Task Three: Print a copy of the news article ‘A year on, the cycle experiment has hit some bumps‘ and then with three different colors highlight the following:

  1. How the bicycle scheme in Paris works? : BLUE
  2. Any negative elements to the scheme in Paris. : PURPLE
  3. Any positive elements to the scheme in Paris. : ORANGE

Task Four: Produce a detailed case study of the Congestion Charges scheme in London, UK. By producing your case study you should develop your understanding of the following:

1. How the scheme actually works – how is money collected?, how are cars monitored?
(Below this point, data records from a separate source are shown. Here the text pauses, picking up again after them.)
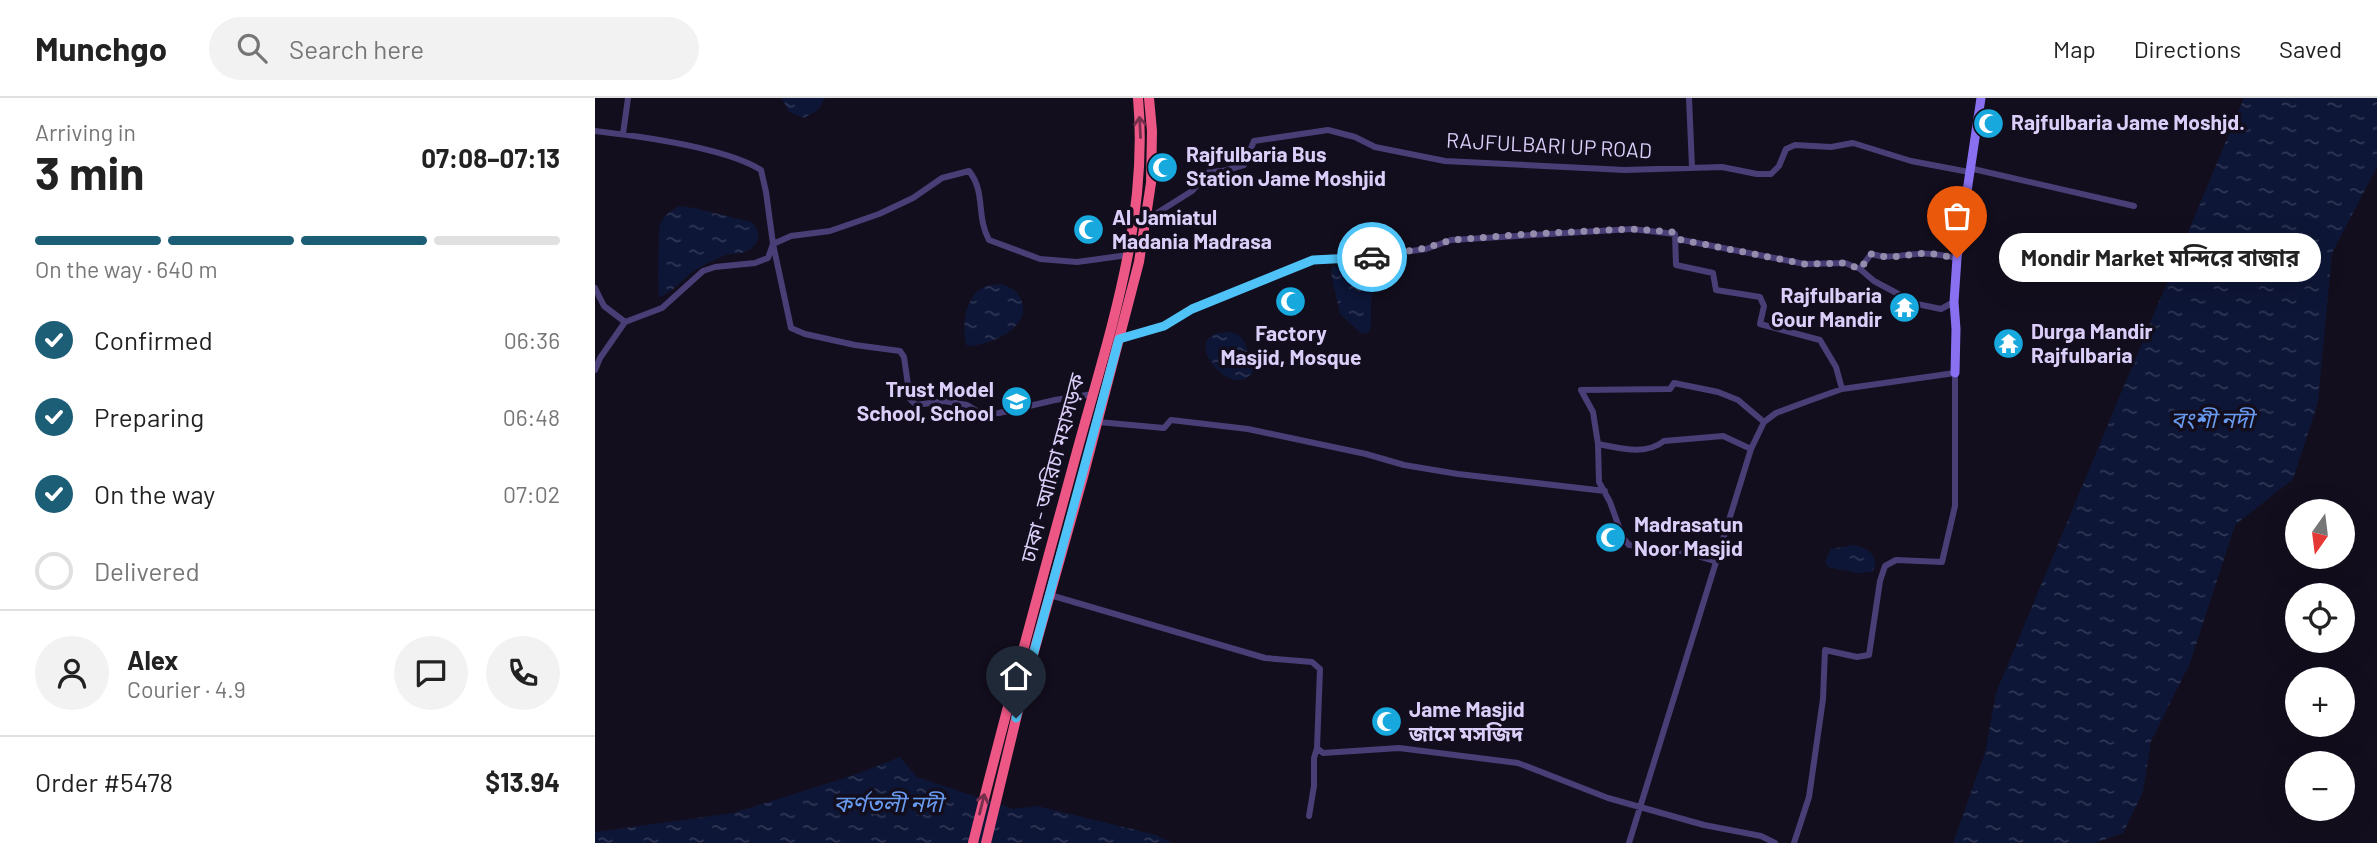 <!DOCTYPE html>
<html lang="en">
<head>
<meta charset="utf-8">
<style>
	body { margin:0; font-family:Barlow,"Noto Sans Bengali",sans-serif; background:#f2f2f2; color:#222; height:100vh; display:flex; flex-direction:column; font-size:26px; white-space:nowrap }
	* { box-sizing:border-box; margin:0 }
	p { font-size:23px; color:#767676 }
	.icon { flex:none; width:38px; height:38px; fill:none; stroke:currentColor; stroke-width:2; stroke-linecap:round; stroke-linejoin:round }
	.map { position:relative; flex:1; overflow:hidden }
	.sheet { display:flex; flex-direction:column; background:#fff; width:595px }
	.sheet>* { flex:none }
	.needle { width:46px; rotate:194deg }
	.buttons { position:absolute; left:1690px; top:401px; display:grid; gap:14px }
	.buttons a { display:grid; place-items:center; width:70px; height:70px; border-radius:50%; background:#fff; box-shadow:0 7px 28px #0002; font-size:35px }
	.pin { position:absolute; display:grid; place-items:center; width:60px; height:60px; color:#fff; margin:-72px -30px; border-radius:50% 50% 50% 0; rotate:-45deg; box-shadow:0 0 7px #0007 }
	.pin .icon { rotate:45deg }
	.courier { position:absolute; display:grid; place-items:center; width:70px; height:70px; margin:-35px; border:5px solid #4fc3f7; border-radius:50%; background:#fff; color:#222; box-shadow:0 2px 9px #0007 }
	.bubble { position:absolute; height:49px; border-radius:24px; background:#fff; box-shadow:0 7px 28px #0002; font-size:23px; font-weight:700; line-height:49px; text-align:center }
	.overview em { font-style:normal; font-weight:700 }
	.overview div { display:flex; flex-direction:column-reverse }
	.overview { display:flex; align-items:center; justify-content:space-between; height:119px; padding:0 35px }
	h1 { font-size:46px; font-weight:700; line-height:52px }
	.bar { display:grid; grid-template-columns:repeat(4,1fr); gap:10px 7px; align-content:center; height:84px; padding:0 35px }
	.bar i { height:9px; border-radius:5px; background:#e0e0e0 }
	.bar .selected { background:#1d5e77 }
	.bar p { grid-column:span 4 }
	.line { display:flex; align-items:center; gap:18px; padding:0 35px; border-top:2px solid #e0e0e0 }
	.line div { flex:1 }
	.round { display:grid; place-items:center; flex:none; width:74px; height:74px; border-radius:37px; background:#f2f2f2 }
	ol { padding:0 35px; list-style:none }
	li { display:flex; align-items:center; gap:21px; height:77px }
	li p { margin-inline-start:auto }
	li .icon { padding:7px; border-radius:50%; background:#1d5e77; color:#fff; stroke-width:4 }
	li:last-child { color:#767676 }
	li i { width:38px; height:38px; border:4px solid #e0e0e0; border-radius:50% }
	header { display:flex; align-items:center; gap:42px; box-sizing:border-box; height:98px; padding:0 35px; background:#fff; border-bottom:2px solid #e0e0e0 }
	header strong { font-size:33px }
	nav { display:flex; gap:38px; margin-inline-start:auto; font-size:24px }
	.search { width:490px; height:63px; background:#f2f2f2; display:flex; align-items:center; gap:18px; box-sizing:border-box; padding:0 24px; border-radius:38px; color:#767676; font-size:26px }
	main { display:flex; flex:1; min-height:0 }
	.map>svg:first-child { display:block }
	.water { fill:url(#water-ripples) }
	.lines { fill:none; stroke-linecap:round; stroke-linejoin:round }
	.street { stroke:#4a3e77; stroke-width:6 }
	.secondary { stroke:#8970f0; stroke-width:9 }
	.highway { stroke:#ed5785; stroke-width:10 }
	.oneway { stroke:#752f4c }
	.done { stroke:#958bad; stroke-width:7; stroke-dasharray:0 12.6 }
	.route { stroke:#4fc3f7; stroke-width:9 }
	.labels { text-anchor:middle; stroke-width:7; stroke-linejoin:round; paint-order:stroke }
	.poi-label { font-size:21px; font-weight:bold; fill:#dbcffa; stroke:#130e1d; text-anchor:start }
	.street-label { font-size:21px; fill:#dbcffa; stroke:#130e1d }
	.water-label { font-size:23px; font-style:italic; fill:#689aef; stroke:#130e1d }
</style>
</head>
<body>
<header>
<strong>Munchgo</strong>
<div class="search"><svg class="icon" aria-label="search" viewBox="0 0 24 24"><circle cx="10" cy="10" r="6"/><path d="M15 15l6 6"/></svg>Search here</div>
<nav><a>Map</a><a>Directions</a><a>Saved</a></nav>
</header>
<main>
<section class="sheet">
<div class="overview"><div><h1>3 min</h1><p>Arriving in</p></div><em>07:08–07:13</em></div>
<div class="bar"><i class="selected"></i><i class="selected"></i><i class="selected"></i><i></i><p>On the way · 640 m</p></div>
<ol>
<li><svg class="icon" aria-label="check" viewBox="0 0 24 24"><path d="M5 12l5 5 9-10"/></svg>Confirmed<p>06:36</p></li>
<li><svg class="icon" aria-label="check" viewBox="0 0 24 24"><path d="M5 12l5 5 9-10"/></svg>Preparing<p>06:48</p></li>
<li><svg class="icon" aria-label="check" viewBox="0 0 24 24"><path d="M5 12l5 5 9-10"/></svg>On the way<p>07:02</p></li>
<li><i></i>Delivered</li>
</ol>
<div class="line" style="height:126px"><a class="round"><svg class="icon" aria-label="person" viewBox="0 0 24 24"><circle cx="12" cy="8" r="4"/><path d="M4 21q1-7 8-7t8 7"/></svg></a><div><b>Alex</b><p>Courier · 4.9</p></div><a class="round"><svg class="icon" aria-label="chat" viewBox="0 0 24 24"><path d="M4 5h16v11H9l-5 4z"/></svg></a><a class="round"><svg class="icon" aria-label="phone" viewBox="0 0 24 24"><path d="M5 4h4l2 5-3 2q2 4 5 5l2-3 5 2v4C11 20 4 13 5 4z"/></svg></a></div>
<div class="line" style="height:91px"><div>Order #5478</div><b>$13.94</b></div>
</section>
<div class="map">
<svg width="1782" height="745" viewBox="0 0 1782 745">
	<defs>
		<pattern id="water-ripples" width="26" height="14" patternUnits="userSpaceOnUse" patternTransform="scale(1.75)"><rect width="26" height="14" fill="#0e1637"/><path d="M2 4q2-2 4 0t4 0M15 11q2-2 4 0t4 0" fill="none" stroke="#303755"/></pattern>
	</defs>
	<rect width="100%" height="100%" fill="#130e1d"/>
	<!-- water -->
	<path class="water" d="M187,0H230L223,12L209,20L194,14Z
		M1649,0H1782V69L1737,155L1723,304L1698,381L1640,427L1595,565L1556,643L1548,694L1528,735L1500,745H1358L1390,655L1401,595Z
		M85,108L99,110L156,124C164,131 166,140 159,148C150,158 139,154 128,158C119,162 108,167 99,173C86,182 79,194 64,199C63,192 63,131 65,126C70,116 75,113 85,108Z
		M771,164L779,191L776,203V229L773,235L767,236L745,216L736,175L737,169Z
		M407,186C417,190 423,193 427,204C436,231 392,248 372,248C366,231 370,203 384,192C391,186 399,187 407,186Z
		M634,234L644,237L650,245L658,274C638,302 593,249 618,237C622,234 629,235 634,234Z
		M1258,447C1273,449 1286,459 1277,474L1262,475L1233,469L1230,463L1236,451Z
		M305,659L322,679L418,711L442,708L561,737L577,745H0V734L138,715L259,677Z"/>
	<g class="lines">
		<!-- street -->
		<path class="street" d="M1094,0L1097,69
			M0,33C43,38 131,50 166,72L171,94L178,146L196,230L210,236L260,247L305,253L309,259L315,301L321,307L349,303L372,307L387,316L404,315L460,302L498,296
			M28,36L33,0
			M1374,70L1539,108
			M551,122L597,93L614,74L628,73L649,67L659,43L733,32L760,39L780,49L850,63L1030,72L1127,69L1162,76H1176L1184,68L1191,51L1200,47L1236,49L1258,45L1316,63L1374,74
			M1082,141L1210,166L1250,165L1265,171L1279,183L1322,206L1346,211L1359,204
			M1265,171L1276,156C1295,161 1303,157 1322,156C1335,154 1349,158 1362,160
			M0,190L9,208L30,224
			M524,241L569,228L597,211L718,162L779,158L831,151L856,142L1037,131L1080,136L1081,167L1118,175L1121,192L1165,199L1169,208L1165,226L1225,242L1241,269L1247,291
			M0,272L5,260L30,224L67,210L108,173L120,169L160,165L173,160L178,146L196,138L235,133L284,116L318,100L347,80L374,73C391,94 381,119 394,142L445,161L482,164L533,157
			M986,292L998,314L1003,346L1004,384L1015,404L1028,440L1034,447L1083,452L1120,463
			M986,292L1075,291L1079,285L1123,294L1143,302L1169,324
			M503,324L569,330L576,322L653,331L771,356L809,367L863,376L1010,393
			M1003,346C1025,350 1050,358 1069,343L1128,338L1156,351
			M455,497L670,560L717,564L725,571L722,650L728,655L804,650L923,665L1013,700L1109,727L1166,738L1180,745
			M714,718L719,688V660L722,650
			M1034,745L1156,351L1169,324L1181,315L1216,302L1247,291L1360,275V408L1347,464L1301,462L1290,468L1285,483L1274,557L1262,559L1230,552L1228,601L1214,699L1199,745"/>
		<!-- secondary -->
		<path class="secondary" d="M1360,275L1361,231L1359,204L1362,160L1386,0"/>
		<!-- highway -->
		<path class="highway" d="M378,745C410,615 446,486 481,357C513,239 554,123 543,0
			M391,745L427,596L488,379L544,164L556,85L557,33L554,0"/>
	</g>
	<!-- one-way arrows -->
	<defs><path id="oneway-shaft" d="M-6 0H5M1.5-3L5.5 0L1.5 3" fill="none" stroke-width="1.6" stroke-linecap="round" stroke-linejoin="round" transform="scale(1.75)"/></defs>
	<g class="oneway">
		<use href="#oneway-shaft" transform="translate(545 29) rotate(-93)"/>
		<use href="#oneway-shaft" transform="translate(387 706) rotate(-76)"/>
	</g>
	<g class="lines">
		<!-- done -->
		<path class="done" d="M777,159L831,150L856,142L934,136L1037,131L1077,134L1082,141L1210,166L1250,165L1265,171L1276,156C1295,161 1303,158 1322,156C1335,154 1349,158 1362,160"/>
		<!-- route -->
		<path class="route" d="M421,620L524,241L569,228L597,211L718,162L777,159"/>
	</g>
	<!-- icons -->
	<defs>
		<symbol id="mosque-disc" viewBox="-11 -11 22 22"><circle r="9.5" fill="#17a8de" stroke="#130e1d"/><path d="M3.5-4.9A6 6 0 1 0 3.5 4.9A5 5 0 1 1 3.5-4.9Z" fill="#fff"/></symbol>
		<symbol id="temple-disc" viewBox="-11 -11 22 22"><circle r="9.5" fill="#17a8de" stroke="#130e1d"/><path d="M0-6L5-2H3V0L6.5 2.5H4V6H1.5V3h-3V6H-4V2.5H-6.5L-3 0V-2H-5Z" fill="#fff"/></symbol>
		<symbol id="school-disc" viewBox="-11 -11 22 22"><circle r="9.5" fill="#17a8de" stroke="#130e1d"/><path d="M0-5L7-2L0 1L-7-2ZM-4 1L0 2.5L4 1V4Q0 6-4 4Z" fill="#fff"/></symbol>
	</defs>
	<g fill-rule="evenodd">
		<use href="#mosque-disc" x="1376" y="8" width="35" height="35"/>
		<use href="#mosque-disc" x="550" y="52" width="35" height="35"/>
		<use href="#mosque-disc" x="476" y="114" width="35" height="35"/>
		<use href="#mosque-disc" x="678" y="186" width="35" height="35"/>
		<use href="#temple-disc" x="1292" y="192" width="35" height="35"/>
		<use href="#temple-disc" x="1396" y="228" width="35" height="35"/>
		<use href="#school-disc" x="404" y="286" width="35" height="35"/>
		<use href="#mosque-disc" x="998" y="422" width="35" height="35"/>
		<use href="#mosque-disc" x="774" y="606" width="35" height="35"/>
	</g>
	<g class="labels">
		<!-- poi labels -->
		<g class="poi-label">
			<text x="1416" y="32">Rajfulbaria Jame Moshjd.</text>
			<text x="591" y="64">Rajfulbaria Bus<tspan x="591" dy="24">Station Jame Moshjid</tspan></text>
			<text x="517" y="127">Al Jamiatul<tspan x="517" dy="24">Madania Madrasa</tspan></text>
			<text x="1287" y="205" text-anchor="end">Rajfulbaria<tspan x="1287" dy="24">Gour Mandir</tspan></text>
			<text x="1436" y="241">Durga Mandir<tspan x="1436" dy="24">Rajfulbaria</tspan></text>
			<text x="696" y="243" text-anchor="middle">Factory<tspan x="696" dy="24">Masjid, Mosque</tspan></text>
			<text x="399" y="299" text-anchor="end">Trust Model<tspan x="399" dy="24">School, School</tspan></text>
			<text x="1039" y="434">Madrasatun<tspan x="1039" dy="24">Noor Masjid</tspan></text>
			<text x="814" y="619">Jame Masjid<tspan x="814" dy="24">জামে মসজিদ</tspan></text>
		</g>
		<!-- street labels -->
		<g class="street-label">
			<text transform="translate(954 48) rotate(3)" y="7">RAJFULBARI UP ROAD</text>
			<text transform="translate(458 370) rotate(-75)" y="7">ঢাকা - আরিচা মহাসড়ক</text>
		</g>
		<!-- water labels -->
		<g class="water-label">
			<text x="1617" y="330">বংশী নদী</text>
			<text x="293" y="714">কর্ণতলী নদী</text>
		</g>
	</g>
</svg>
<div class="buttons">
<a><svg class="needle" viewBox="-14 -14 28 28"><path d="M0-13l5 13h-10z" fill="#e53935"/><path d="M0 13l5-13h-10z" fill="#767676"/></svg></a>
<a><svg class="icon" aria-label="locate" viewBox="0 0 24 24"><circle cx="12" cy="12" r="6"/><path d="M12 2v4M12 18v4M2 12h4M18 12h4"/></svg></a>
<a>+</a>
<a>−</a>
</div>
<div class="pin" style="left:1362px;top:160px;background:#ea580c"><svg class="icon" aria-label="bag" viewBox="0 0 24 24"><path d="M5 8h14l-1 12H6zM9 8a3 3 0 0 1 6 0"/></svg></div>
<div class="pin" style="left:421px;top:620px;background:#1f2937"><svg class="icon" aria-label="home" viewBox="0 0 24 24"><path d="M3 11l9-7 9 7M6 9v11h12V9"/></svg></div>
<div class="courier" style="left:777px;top:159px"><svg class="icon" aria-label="car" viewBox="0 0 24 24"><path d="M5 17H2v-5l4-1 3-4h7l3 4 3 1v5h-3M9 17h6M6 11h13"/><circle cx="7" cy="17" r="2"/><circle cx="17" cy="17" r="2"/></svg></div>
<div class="bubble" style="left:1404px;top:135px;width:322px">Mondir Market মন্দিরে বাজার</div>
</div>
</main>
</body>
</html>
Money is collected by vehicles when passing through certain areas in London. Cars are monitored by cameras placed at entrances and exits, which record your car plate number. Fines are charged if you are unable to pay in advance or before midnight that same day. “The daily charge is £10 if you pay in advance or on the day,  but increases to £12 if payment is made by midnight on the following charging day.” – (AA, 2012)

2. The geographical scale of the scheme.

3. The successes of the scheme.

– reduces number of vehicles

– contribution to road mantainence

– encourages public transportation (benefits environment)


4. Any negative impacts about the scheme.

– may not be as effective as other options since people can take cabs, and other roads to get to their destination

– may hurt the people who have to pay economically
5. The future of the scheme.

Regarding the future, suggestions have been about the changing in price. Also, the use of GPS in the car as a better tracking system.